Сады небесных корней - читать онлайн книгу. Автор: Ирина Муравьева cтр.№ 32

читать книги онлайн бесплатно
 
 

Онлайн книга - Сады небесных корней | Автор книги - Ирина Муравьева

Cтраница 32
читать онлайн книги бесплатно

Пьеро да Винчи прочел отцовское письмо и, хорошо зная своего родителя, начал думать, что именно прячется за его словами. Он помнил, что несколько месяцев назад отец жестко объяснил ему, что если родится мальчик, то по истечении трех-четырех лет его нужно будет отобрать у матери и дать ему хорошее столичное воспитание. Теперь, судя по написанному, он вроде бы всем сердцем сочувствовал Катерине и не хотел, чтобы у нее отбирали ребенка. Отец его не был ни простодушен, ни особенно отзывчив, детей своих любил сдержанно и больше всего на свете ценил собственные удовольствия. Склонность его к противоположному полу была почти пугающей: женщины в самом соку, юные, едва расцветшие девы, девочки, только-только достигшие тринадцатилетнего возраста, и даже стареющие крестьянки с руками, покрытыми темным загаром, и мощными, как и должно быть, задами, поскольку от вечной работы на поле зады их становятся больше кобыльих, его привлекали к себе, и да Винчи порою сменял за ночь пару любовниц. Бывало, что девственница, вся дрожащая, вся в пятнах на тоненькой шейке своей, ложилась на ту же перину, с которой, нагрев ее простонародной любовью, вставала сердитая баба, пропахшая до самых ступней чесноком и кинзою. Представить себе, что отец его нежно следит из окна, как по темной аллее идет Катерина с младенцем, играющим каким-нибудь там лепестком или перышком, разумный нотариус просто не мог.

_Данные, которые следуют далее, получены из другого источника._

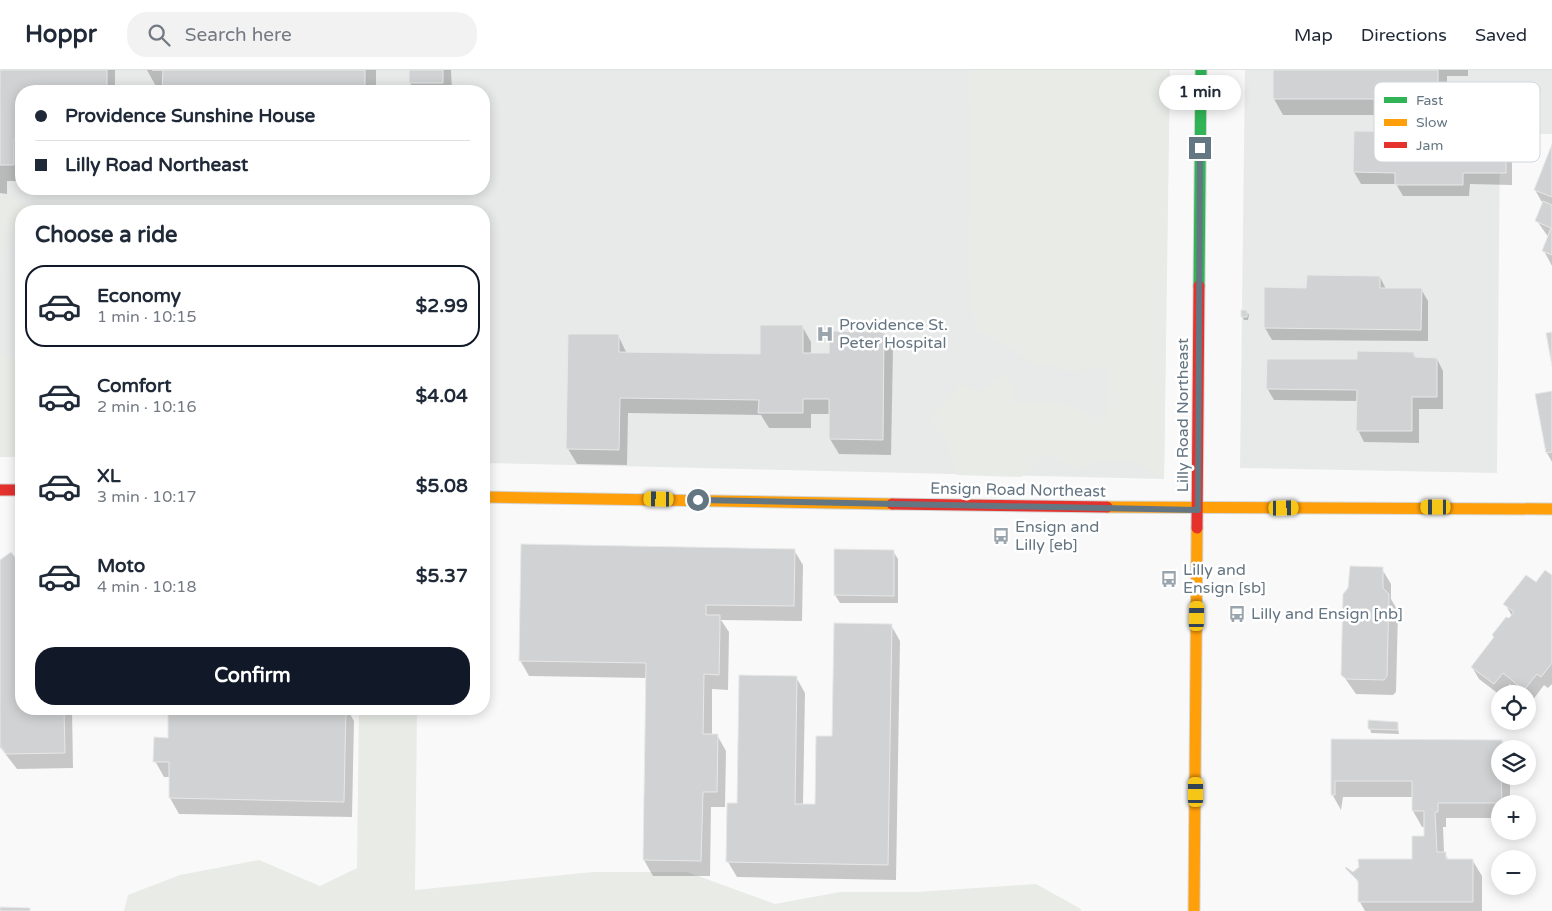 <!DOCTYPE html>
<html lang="en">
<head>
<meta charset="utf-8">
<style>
	body { margin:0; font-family:"Varela Round",sans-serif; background:#f2f2f3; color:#1f2937; height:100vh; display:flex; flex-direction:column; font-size:19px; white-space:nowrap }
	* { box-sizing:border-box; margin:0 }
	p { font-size:16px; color:#747a83 }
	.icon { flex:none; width:28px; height:28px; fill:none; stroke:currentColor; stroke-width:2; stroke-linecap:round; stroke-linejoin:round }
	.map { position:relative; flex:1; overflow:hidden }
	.panel { position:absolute; left:15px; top:135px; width:475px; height:510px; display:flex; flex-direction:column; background:#fff; border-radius:20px; box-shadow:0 2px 12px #0003 }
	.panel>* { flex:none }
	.banner { position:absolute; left:15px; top:15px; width:475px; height:110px; border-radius:20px; box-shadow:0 2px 12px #0003; display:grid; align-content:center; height:110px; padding:0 20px; background:#fff }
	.buttons { position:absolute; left:1491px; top:615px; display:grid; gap:10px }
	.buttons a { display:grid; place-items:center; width:45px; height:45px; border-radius:50%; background:#fff; box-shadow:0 2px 12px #0003; font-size:25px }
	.end { position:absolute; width:22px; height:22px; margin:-11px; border:6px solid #657683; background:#fff; box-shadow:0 0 0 2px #fff }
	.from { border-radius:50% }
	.bubble { position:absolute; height:35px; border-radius:18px; background:#fff; box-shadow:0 2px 12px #0003; font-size:16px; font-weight:800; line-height:35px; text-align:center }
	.car { position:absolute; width:15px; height:30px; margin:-15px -8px; border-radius:6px; box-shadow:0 0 4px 1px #0007; background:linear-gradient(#f5c518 24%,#345 0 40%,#f5c518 0 76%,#345 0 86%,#f5c518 0) }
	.banner b { display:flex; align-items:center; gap:18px; height:48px; font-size:19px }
	.banner b+b { border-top:1px solid #e0e1e3 }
	.banner i { width:12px; height:12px; background:#1f2937 }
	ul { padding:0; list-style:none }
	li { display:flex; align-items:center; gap:15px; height:82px; margin:0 10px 8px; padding:0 10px; border:2px solid transparent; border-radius:20px }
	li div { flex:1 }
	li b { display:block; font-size:19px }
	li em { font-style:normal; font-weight:800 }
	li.selected { border-color:#111827 }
	li>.icon { width:45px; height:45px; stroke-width:1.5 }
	h2 { padding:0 20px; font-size:22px; line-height:60px }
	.primary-button { display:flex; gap:10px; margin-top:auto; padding:10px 20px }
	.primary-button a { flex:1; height:58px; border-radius:20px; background:#111827; color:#fff; font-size:20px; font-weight:800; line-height:58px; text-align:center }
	header { display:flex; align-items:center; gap:30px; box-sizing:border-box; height:70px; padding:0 25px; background:#fff; border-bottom:1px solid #e0e1e3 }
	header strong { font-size:24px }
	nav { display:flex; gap:28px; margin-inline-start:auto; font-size:18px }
	.search { width:350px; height:45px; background:#f2f2f3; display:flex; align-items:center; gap:12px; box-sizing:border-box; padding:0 18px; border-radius:20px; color:#747a83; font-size:19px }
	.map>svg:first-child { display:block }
	.built { fill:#e8e9e9; fill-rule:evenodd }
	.green { fill:#e8ebe6 }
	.shadow { fill:#0003 }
	.building { fill:#d0d2d3; stroke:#e8e8e8 }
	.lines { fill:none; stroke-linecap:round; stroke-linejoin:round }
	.fast-casing { stroke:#d5d6d7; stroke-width:13 }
	.slow-casing { stroke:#d5d6d7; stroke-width:13 }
	.jam-casing { stroke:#d5d6d7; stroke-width:13 }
	.fast { stroke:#30b455; stroke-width:11 }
	.slow { stroke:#ff9f0a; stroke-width:11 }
	.jam { stroke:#e5322d; stroke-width:11 }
	.route { stroke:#657683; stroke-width:6 }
	.labels { text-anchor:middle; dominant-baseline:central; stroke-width:5; stroke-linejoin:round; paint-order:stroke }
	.poi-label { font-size:16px; fill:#657683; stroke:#fff; text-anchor:start }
	.street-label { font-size:16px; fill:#657683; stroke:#fff }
	.key { fill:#fff; stroke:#d1d6da; stroke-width:1 }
	.key-label { font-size:14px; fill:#657683 }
</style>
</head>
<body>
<header>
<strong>Hoppr</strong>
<div class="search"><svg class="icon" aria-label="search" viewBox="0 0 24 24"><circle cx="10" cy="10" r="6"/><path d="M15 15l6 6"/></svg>Search here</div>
<nav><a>Map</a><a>Directions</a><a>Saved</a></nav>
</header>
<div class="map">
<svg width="1552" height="841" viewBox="0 0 1552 841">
	<rect width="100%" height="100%" fill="#f9f9f9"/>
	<path class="built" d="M0,0H1169L1164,409L484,393V141H21V387H0ZM21,21H484V119H21Z
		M1245,0H1552V64H1500L1497,403L1240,398Z"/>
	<path class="green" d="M968,0H1170L1164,409L1138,393L1100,391L1081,398H1072L1047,384L1021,407L957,405L945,367L928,349L961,314L981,323L1007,302L1015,333H1060L1105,349L1107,297L1072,301L1036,294L978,261L970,228L967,182L972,109Z
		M0,126L49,141H21V163L5,162L0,206Z
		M0,282L21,293V387H0Z
		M359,639H417L415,820L593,802H687L775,834L840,822H916L1036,814L1081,839V841H124L128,825L180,805L259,790L320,816L357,798Z"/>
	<path class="shadow" d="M0,0H115V21H21V111H7V124L0,123Z
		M147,0H376V21H164L158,20Z
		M410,0H451L452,21H415L410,13Z
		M1275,0H1468V6H1447V45H1283L1274,29Z
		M1506,64L1512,76V115L1470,114L1469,126H1403L1396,114H1361L1354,102Z
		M1552,77V196L1544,181L1549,168L1537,151L1543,134L1535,120Z
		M1380,207L1386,219H1421L1428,231V271L1272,270L1265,258L1308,219Z
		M1247,242L1249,245L1248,250H1244L1242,246Z
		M802,256L811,272V284H831L884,263L893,279L891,385L839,384L830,369V344H811V358H769L761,345L628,343L627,395L577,394L568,379L618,265L627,284L761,285Z
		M1413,283L1417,289H1437L1443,301V339H1419V373L1364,372L1358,360V331L1274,330L1267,318L1358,290Z
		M1552,323V392L1547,383L1537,325Z
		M794,480L803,495L802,551L721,550L729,562L728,620L712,619V665H717L726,681L725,737H711L710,806H653L644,790L647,608L529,606L520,590Z
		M893,481L898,489V533H840L835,525Z
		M11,483L21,497V639H72L73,698L17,699L0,677V492Z
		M1382,499L1391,514V529L1398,541L1396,622L1393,625L1356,624L1342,604Z
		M1552,507V614L1548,618L1544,615L1532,631L1528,628V624H1522L1510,614L1500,625L1479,609L1472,597L1512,546L1505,534L1536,514Z
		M891,555L900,571L896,810L737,807L728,792L738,735L796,607L805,623L803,735L816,736L833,667Z
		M169,639H347L354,651L352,747L179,744L170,728V707H164L155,691L169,669Z
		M1369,652L1397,653L1399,664L1371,663Z
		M1333,670L1502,671L1506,679H1500V706H1510V734H1500V748H1446V757H1443L1444,782L1449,791H1473L1482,806V841H1365L1360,832V816L1353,804L1413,791L1425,767V757H1422L1413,741V727H1343L1341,740L1332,724Z"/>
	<path class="building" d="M0,0H107V21H21V69H14V95H0Z
		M152,0H365V21H162L163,0Z
		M409,0H443V13H409Z
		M1273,0H1438V29H1273Z
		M1354,61L1506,63V103H1463V115H1395V103L1353,102Z
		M1552,74V127L1534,120Z
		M1543,131L1552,135V185L1542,181L1551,158L1535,151Z
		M1307,205L1380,206V218H1422L1421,260L1264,258V217L1306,218Z
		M1241,240H1247V247H1241Z
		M760,255H803V283H829V261L884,262L883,370L829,369V329H803V343H758L759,330L620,328L619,380L566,379L568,264H619V282L760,284Z
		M1552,262V296L1546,263Z
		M1357,281L1414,282V287L1437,288V327H1412V361H1356L1357,320L1266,319L1267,289H1357Z
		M1552,321V382L1546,383L1535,324Z
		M521,474L795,479L794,536L706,535V545H720V554L719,605L704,604L703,664H718L717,722H703L701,791L643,790L646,593L519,591Z
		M834,479L894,480V526L834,525Z
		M11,482L21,495V639H64L65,683L6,684L0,675V490Z
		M1350,496L1383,497V518L1389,524L1387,606L1384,610L1346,609L1341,605L1343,524L1348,518Z
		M1545,500L1552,505V593L1541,607L1537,604L1524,620L1503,603L1494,614L1471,597L1494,567L1492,565L1506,547L1509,548L1514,542L1503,534L1526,505L1536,512Z
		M834,553L892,554L888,795L726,792L727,733H737L739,605L797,606L795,734H815L816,666H832Z
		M168,639H346L344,732L169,728V692H153L154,667L168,668Z
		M1368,650L1398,652V660L1368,659Z
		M1331,669L1502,670V679H1500L1502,733H1438V742H1435L1437,782H1446V789H1473V832H1358V811L1345,798L1346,797L1353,802L1359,797L1358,789H1412V766H1424V741H1412V711H1335V725H1331Z
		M0,837L30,838V841H0Z"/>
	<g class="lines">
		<g class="fast-casing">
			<path id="fast" d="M1199,216L1201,0"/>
		</g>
		<g class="slow-casing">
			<path id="slow" d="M484,427L892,434
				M1107,437L1552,439
				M1194,841L1197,458"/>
		</g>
		<g class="jam-casing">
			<path id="jam" d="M0,420H21
				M892,434L1107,437
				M1197,458L1199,216"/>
		</g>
		<use href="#fast" class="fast"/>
		<use href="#slow" class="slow"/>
		<use href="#jam" class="jam"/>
	</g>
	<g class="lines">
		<path class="route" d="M698,430L1198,440L1200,78"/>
	</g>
	<defs>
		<g id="hospital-bare" transform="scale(1.35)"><path d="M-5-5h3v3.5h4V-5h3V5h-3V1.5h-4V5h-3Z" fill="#99a4ac" stroke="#fff" stroke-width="2.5" paint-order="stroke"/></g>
		<g id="bus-bare" transform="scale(1.35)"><path d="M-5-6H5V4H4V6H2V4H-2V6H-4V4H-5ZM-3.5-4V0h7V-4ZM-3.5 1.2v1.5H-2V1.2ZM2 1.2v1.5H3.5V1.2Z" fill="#99a4ac" stroke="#fff" stroke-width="2.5" paint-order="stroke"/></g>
	</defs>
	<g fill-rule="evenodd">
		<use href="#hospital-bare" x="825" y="264"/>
		<use href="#bus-bare" x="1001" y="466"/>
		<use href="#bus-bare" x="1169" y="509"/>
		<use href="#bus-bare" x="1237" y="544"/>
	</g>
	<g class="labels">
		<g class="poi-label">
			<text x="839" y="255">Providence St.<tspan x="839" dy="18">Peter Hospital</tspan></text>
			<text x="1015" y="457">Ensign and<tspan x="1015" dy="18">Lilly [eb]</tspan></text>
			<text x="1183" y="500">Lilly and<tspan x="1183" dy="18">Ensign [sb]</tspan></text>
			<text x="1251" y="544">Lilly and Ensign [nb]</text>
		</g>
		<g class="street-label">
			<text transform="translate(1183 345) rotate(-90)">Lilly Road Northeast</text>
			<text transform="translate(1018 420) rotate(1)">Ensign Road Northeast</text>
		</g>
	</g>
	<rect x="1374" y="12" width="166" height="80" rx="8" class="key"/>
	<rect x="1384" y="27" width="23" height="6" fill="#30b455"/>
	<rect x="1384" y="49" width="23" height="7" fill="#ff9f0a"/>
	<rect x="1384" y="72" width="23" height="6" fill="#e5322d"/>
	<g class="key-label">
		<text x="1416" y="35">Fast</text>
		<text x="1416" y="57">Slow</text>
		<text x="1416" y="80">Jam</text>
	</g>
</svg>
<div class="buttons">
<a><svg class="icon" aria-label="locate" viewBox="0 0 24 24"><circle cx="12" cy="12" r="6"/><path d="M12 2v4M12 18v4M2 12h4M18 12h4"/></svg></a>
<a><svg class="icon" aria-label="layers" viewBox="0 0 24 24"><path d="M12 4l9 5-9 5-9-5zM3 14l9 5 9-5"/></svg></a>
<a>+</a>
<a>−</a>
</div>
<i class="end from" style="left:698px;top:430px"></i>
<i class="end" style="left:1200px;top:78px"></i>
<div class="bubble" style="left:1159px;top:5px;width:82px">1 min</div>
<i class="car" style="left:659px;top:429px;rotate:271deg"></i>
<i class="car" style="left:1436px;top:437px;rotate:270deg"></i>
<i class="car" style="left:1284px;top:438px;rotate:89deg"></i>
<i class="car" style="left:1197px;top:546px;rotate:1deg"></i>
<i class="car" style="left:1196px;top:722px;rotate:0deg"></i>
<div class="banner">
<b><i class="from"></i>Providence Sunshine House</b>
<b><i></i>Lilly Road Northeast</b>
</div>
<section class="panel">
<h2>Choose a ride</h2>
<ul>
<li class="selected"><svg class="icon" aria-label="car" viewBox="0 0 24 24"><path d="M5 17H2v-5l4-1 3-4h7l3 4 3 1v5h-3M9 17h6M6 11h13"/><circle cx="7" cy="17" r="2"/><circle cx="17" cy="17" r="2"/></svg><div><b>Economy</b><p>1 min · 10:15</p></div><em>$2.99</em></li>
<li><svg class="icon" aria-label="car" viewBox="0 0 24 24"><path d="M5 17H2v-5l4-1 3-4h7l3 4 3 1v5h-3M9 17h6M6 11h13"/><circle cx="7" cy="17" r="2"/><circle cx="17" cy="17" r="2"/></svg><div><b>Comfort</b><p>2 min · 10:16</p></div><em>$4.04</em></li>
<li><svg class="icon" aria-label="car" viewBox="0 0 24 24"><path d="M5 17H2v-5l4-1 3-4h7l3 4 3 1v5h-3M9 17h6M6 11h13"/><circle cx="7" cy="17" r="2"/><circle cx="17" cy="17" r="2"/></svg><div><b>XL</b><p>3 min · 10:17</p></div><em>$5.08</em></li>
<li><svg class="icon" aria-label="car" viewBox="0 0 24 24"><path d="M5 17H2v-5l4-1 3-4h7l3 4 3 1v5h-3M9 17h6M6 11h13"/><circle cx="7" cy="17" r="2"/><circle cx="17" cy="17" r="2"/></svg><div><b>Moto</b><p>4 min · 10:18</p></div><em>$5.37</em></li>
</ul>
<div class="primary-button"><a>Confirm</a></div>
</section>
</div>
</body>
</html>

Однако ему пришло в голову вот что: «Страшащийся смерти родитель, наверное, обрадован случаем сделать добро. И раз мы живем в это жуткое время, когда по дороге боишься наткнуться на мертвое тело, когда все молчат, как будто их рты заморожены, или рыдают, как ночью рыдают шакалы, а разная сволочь, нечистая на руку, пытается только нажиться на горе, — раз выпало нам жить в такую годину, то, верно, отец мой приход Катерины воспринял как то, что Господь проверяет, способен ли он на заботу о ближнем».

Ах, как он ошибся. Вернее сказать, какой произвольный зигзаг совершила незрелая мысль человека, который привык плотью — жить, плотью — думать и даже любовь свою помнить лишь плотски, поэтому и явленья духовные: сомнение, жалость, сжигающий стыд — всегда относил к пустякам и немедленно выбрасывал их из сознанья. А плотью: здоровьем ее, ее сытостью, ее волосами, ногтями, зубами и запахом, пряно идущим из паха, когда он, бывало, домой возвращался с удачной охоты, а главное, диким, ни с чем не сравнимым желанием женщины — теперь он вдруг стал дорожить еще больше. Когда вспоминал, как спешил к Катерине, сжимая в ладони записку ее, как врал Альбиере и как не дотронулся до свежей хозяйки дорожной гостиницы, ему становилось досадно, как будто, стреляя в оленя, попал он не в сердце, не в шею животного, а промахнулся и ранил своим арбалетом собаку.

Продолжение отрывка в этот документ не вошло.